Brüssel. Klare Worte hat EU-Kommissionspräsident Jean-Claude Juncker für die derzeit diskutierte Wiedereinführung nationaler Grenzkontrollen gefunden. Konkret warnte er bei einer Aufgabe des Schengen-Systems vor den Folgen für den Euroraum: "Ohne Reisefreiheit macht der Euro keinen Sinn", sagte Juncker am Freitag in Brüssel.

"Weniger Schengen heißt weniger Binnenmarkt und das heißt mehr Arbeitslose", so Juncker in seiner ersten Pressekonferenz im neuen Jahr. Er werde "jedenfalls nicht aufgeben, die Verteilung von 160.000 Flüchtlingen in der EU" umzusetzen.
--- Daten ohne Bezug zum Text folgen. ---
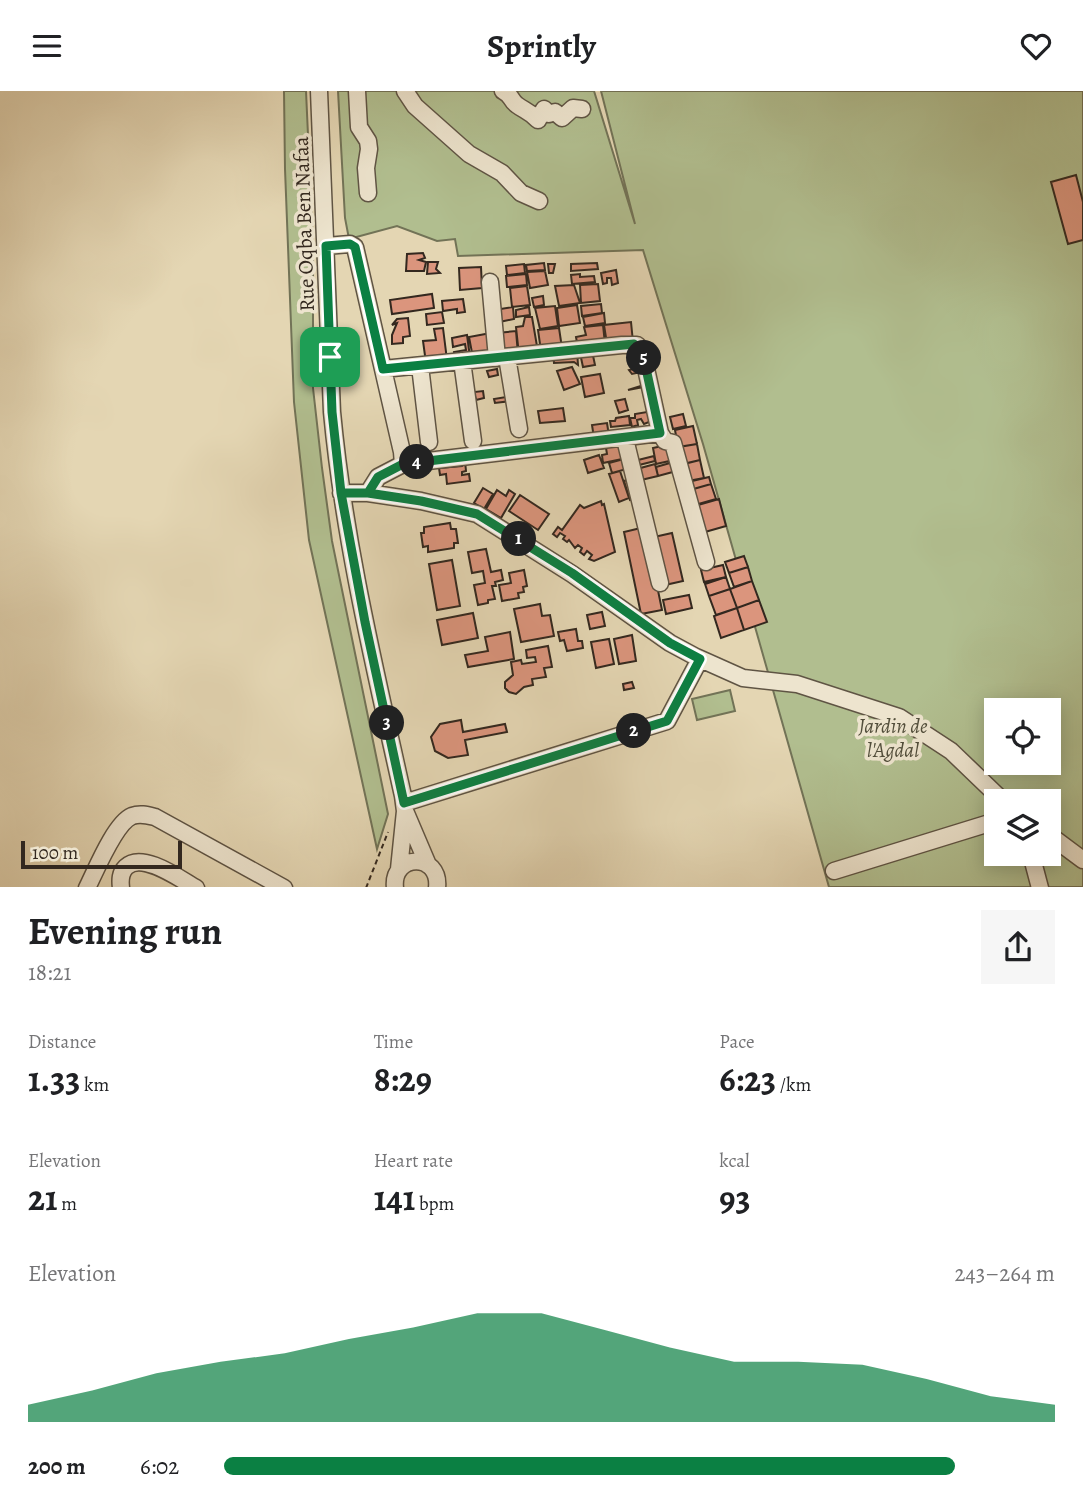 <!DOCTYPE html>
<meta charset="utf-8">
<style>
:root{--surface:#fff;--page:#f6f6f6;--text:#202124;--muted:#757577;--accent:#0b8043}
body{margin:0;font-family:Alegreya,serif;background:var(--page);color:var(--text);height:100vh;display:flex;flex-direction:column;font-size:26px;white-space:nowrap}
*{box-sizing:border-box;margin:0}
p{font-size:23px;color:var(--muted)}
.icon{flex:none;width:38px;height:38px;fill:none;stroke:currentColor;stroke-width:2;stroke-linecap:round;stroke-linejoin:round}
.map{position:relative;height:796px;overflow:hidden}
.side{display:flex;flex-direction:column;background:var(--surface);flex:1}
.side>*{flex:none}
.controls{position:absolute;left:984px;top:607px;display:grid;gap:14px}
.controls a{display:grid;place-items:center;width:77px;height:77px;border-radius:0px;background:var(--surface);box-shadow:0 4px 18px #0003;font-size:35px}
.scale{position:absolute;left:21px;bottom:18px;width:161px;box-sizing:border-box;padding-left:7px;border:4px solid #33281f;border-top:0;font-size:19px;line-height:24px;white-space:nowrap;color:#33281f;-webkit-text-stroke:5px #ede4ce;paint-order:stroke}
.pin{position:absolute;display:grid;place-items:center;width:60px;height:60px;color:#fff;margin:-30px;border-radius:14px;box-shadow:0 4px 10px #0006}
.km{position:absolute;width:35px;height:35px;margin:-18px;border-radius:50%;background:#222;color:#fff;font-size:19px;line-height:35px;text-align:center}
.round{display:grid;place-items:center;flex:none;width:74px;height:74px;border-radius:0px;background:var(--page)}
.overview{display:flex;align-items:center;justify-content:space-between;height:119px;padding:0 28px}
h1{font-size:38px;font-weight:700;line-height:52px}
.figures{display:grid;grid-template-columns:repeat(3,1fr);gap:10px;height:119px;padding:7px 28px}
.figures div{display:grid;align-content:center}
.figures b{font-size:35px;font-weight:700}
.figures small{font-size:19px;font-weight:400}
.figures p{font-size:19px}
.chart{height:196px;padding:14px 28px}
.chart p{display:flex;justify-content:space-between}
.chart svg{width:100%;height:126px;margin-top:7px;fill:var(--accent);opacity:.7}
ul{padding:0 28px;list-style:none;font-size:23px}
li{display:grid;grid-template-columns:112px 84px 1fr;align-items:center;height:52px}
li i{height:18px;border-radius:9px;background:var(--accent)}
header{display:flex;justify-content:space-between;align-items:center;height:91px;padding:0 28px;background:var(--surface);font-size:32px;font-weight:700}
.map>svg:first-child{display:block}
</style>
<header><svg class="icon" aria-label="menu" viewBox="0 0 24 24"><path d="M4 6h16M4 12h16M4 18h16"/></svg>Sprintly<svg class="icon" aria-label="heart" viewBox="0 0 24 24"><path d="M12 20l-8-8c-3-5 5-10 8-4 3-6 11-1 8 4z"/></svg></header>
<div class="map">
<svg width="1083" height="797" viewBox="0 0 1083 797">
<rect width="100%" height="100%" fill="#e4d6b3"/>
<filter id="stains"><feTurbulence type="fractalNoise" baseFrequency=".00286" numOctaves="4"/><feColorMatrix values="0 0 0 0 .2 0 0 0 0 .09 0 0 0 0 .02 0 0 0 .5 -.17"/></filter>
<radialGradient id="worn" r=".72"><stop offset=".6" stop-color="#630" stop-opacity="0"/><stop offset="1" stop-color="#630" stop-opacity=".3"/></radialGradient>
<!-- green -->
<path fill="#b1be8f" stroke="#727357" stroke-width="2" fill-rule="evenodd" d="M284,0H306L313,155V297L322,377L332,450L388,723L377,758L309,449L294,311L285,78Z
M338,0H594L635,133L601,0H1083V796H829L703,353L643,159L458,165L455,148L437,150L397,135L349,148L345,127ZM996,620H1048V672H996ZM996,710H1048V763H996Z
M730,599L735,620L697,629L692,608Z"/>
<!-- building -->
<path fill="#db957d" stroke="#33281f" stroke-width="2" d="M1076,84L1083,111V149L1068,153L1051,91Z
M423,162L425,167L419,169L426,171L424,180H406L407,163Z
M428,171H438L436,178L440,182L427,183Z
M544,172L545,179L527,180L526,174Z
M597,172L598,178L571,180V173Z
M524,173L525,182L507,184L506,175Z
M548,173H555L553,182H549Z
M481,176L482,197L460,199L459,177Z
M616,179L618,192L612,194L611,187H607V192L603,193L601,182Z
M545,180L548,194L530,197L527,181Z
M526,183L527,194L507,196L506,185Z
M580,183V186L594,185L595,191L572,193L571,184Z
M598,193L600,210L581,212L580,194Z
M574,194L580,212L559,215L555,195Z
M527,195L530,214L512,216L510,197Z
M432,203L434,217L392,223L390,209Z
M543,205L544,214L534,216L532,207Z
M463,208L465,221L457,222V218L443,220L442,210Z
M601,213L602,222L582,225L581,215Z
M577,214L580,232L559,235L557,217Z
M555,215L558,235L540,238L535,217Z
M513,216L514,228L499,231L494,219Z
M529,216L530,224L516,226V219Z
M442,221L444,232L427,234L426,223Z
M604,222L605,232L585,235L583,226Z
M525,226H532L538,261L519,264L516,236L523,235Z
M408,227L410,245L403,246V252L392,253V244L397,232L392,234L397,228Z
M631,231L633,251L607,253L604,234Z
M603,234L605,253L578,257L576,246L586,244L584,236Z
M443,237L447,269L426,272L423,250L436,249L434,238Z
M559,237L562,257L541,260L538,239Z
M516,240L518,263L499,264L497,242Z
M491,242L494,264L473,267L469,246Z
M467,244L470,266L455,268L454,261L466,259L465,253L453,256L452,247Z
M577,260L578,274L574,271L554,272L553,261Z
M592,260L595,274L583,276L580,262Z
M645,275L649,295L628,299L644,294L641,281L632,283L629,279Z
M572,276L580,293L564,299L557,280Z
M497,278L498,284L489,286L487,280Z
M600,283L604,302L585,306L581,286Z
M483,300L484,307L476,309L474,301Z
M506,306L511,310L495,312L494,308Z
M625,308L628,319L619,322L615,310Z
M563,317L565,330L540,332L538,320Z
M653,320L649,331L644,333L641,328L637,329L638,334L632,336L630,327H635V323Z
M683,323L686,335L673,338L670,326Z
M629,325L630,334L611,336L610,330H615L616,327Z
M607,332L609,345L594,347L592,334Z
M693,335L697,353L678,356L675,339Z
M623,349L627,367L603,372L602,364L607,363L606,357L599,358V354Z
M671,353L674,369L656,373L653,357Z
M697,353L700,369L683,373L679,356Z
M599,364L604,377L588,382L584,369Z
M654,365L655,370L639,374L638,369Z
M631,366L634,376L612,382L609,372Z
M700,369L704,387L688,390L684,373Z
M465,370L466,380L462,381V384L469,383L470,390L447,393L446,383L440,384L439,377L462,375Z
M677,370L680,379L658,385L656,376Z
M655,373L658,385L641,389L637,378Z
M620,380L629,407L619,411L609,383Z
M636,386L643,405L630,409L624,390Z
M709,386L711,393L690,399L688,391Z
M711,393L716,408L695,414L690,399Z
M483,397L493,403L484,418L474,412Z
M497,399L506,405L509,399L515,403L501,427L486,418Z
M520,404L549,423L538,439L509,420Z
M719,408L726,435L705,441L698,414Z
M601,410L602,414L604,413L615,461L594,470L589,468L592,464L587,460L584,464L580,461L582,457L578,454L575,457L569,449L567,451L563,448L565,445L560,442L557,446L553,443L558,436L562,439L580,414L584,417Z
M450,432L451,438H456L458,452H454V457L428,461V455L423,456L421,442H424V436Z
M645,436L662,519L641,523L624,441Z
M672,442L683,490L665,494L654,446Z
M486,458L491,481L501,479L503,489L495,491L496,495H492L495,508L488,509V512L478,514L474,494L485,492L483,480L472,482L468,461Z
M744,465L748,476L729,482L725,471Z
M452,469L460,515L437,519L429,473Z
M723,474L726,486L704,491L701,479Z
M748,476L752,490L734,496L729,482Z
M524,479L527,495L523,496L524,501L518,502L519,507L502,510L499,494L511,492L509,482Z
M726,486L730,498L709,505L705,493Z
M752,490L759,509L737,517L730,498Z
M730,498L737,517L716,524L709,505Z
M689,504L692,517L666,523L663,509Z
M759,509L767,531L744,539L737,517Z
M540,513L542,525L550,524L554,545L521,551L514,518Z
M737,517L744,539L721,547L714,525Z
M602,521L605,535L590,538L587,524Z
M473,522L478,547L442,554L437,529Z
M576,538L578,550H582L583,557L567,560L564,549L560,550L558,541Z
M510,541L514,568L468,576L465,564L488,560L485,546Z
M632,544L636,570L619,573L614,548Z
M609,548L614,573L596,577L591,551Z
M548,555L552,576L544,577L546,586L532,588L533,594L524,596L516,603L509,601L505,597V591L513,584L511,571L521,569L522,573L536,571L535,566L527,567L526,559Z
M632,591L634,597L624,599L623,593Z
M461,629L463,641L505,633L507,641L465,649L468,664L448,667L435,660L431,646L440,633Z"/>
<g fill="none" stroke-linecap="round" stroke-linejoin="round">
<defs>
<path id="minor" d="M319,0L332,321C344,450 375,578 403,705L405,720L399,778
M357,0L359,36L368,50L369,58L366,77L368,102
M405,0L415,15L469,63L502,82L521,102L539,110
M503,0C512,4 510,9 517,14C525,20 528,19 538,29L544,18L549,23L555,21L562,27L573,17L582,18
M326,155L350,153L355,156L402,361L403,373L378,386L368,402
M490,191L497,267
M507,266L519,338
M462,270L473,350
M420,275L429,351
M383,278L622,254H637L642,259L660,342L665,350L673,352L706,471
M625,348L660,492
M403,373L660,342
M341,402H368L421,410L477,423L572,483L670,552L696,566L743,587L797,593L899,626L951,660L1003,710
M404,712L667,630L700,568
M405,720L428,774
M1048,743L1083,769
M1031,763L1040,797
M834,780L996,730
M87,797C96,779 115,732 132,725C140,722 147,724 155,726L284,797
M121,797C120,789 120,782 126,776C142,760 180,788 196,797
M395,797C391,762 441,761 437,797"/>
</defs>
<!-- minor casing -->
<use href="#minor" stroke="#5f5444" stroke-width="19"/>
<!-- path -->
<path stroke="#33281f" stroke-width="2" stroke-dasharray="5 3.5" stroke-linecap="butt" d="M366,797L388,741"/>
<!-- minor -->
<use href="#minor" stroke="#ede4ce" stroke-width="16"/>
</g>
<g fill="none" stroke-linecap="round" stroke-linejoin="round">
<defs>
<path id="route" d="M330,266L332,321L341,402H368L421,410L477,423L572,482L670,552L700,568L667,630L404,712L365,531L341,402H368L378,386L403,373L660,342L642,259L634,253L383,278L355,156L350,153L326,155L330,266"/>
</defs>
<!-- route casing -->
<use href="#route" stroke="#fff" stroke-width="14"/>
<!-- route -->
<use href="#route" stroke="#0b8043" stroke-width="9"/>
</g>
<g text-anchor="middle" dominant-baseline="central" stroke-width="7" stroke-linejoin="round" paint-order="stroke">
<!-- street labels -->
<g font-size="21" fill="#33281f" stroke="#ede4ce">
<text transform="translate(304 133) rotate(-92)">Rue Oqba Ben Nafaa</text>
</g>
<!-- park labels -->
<g font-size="21" font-style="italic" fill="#524e3b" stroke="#ede4ce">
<text x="893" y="635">Jardin de<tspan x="893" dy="24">l'Agdal</tspan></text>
</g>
</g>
<rect width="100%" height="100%" filter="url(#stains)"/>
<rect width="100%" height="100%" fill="url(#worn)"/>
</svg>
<div class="controls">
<a><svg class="icon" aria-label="locate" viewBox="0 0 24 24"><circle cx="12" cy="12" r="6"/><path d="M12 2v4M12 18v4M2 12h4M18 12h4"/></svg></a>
<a><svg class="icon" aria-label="layers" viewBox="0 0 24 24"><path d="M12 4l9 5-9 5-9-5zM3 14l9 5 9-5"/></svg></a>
</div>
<div class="scale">100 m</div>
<div class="pin" style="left:330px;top:266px;background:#1e9e55"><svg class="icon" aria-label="arrive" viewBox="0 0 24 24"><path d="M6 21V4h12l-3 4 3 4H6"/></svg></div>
<b class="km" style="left:519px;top:448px">1</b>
<b class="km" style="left:634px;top:640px">2</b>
<b class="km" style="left:387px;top:632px">3</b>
<b class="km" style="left:417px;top:371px">4</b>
<b class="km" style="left:644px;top:267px">5</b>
</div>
<section class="side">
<div class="overview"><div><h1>Evening run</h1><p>18:21</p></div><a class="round"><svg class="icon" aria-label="share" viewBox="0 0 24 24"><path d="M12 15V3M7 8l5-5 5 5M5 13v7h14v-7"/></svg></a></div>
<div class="figures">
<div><p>Distance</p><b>1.33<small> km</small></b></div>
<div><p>Time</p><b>8:29</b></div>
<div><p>Pace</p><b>6:23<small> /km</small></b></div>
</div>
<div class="figures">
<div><p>Elevation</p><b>21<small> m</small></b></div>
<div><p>Heart rate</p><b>141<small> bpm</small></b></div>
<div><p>kcal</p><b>93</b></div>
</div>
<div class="chart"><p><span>Elevation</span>243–264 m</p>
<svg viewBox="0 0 160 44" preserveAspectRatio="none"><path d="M0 44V38L10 33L20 27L30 23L40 20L50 15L60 11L70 6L80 6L90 12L100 18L110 23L120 23L130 24L140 29L150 35L160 38V44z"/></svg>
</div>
<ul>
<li><b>200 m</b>6:02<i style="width:88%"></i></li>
</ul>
</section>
Grenzkontrollen kosten drei Milliarden Euro

Die Binnen-Grenzkontrollen in Europa haben Laut Juncker bereits einen Kostenpunkt von drei Milliarden Euro erreicht. Sollte Schengen scheitern, wäre der wirtschaftliche Preis und die Beschädigung der europäischen Wachstumsperspektive enorm. "Der europäische Binnenmarkt wird an seinen Grenzen scheitern, wenn er wieder an seine Grenzen stößt."

Juncker: "Ich bin es langsam leid, dass immer wieder die europäische Kommission dafür kritisiert werden, dass nicht genug getan worden wäre. Die Kommission hat alles, was möglich war, in einem schwierigen Umfeld gemacht. Aber einige EU-Staaten tun sich schwer, das umzusetzen, was sie selbst auch als Gesetzgeber im Rat beschlossen haben". Der Kommissionspräsident warnte davor, dass "wir einer enormen Glaubwürdigkeitskrise zusteuern, wenn es nicht gelingt, im Lauf von 2016 das zu tun, was beschlossen wurde. Es kann nicht sein, dass der Vorschlag der Kommission vom Rat übernommen wird, vom EU-Parlament unterstützt wird, was die Verteilung von 160.000 Flüchtlingen in Europa betrifft, aber diese Entscheidung nicht umgesetzt wird".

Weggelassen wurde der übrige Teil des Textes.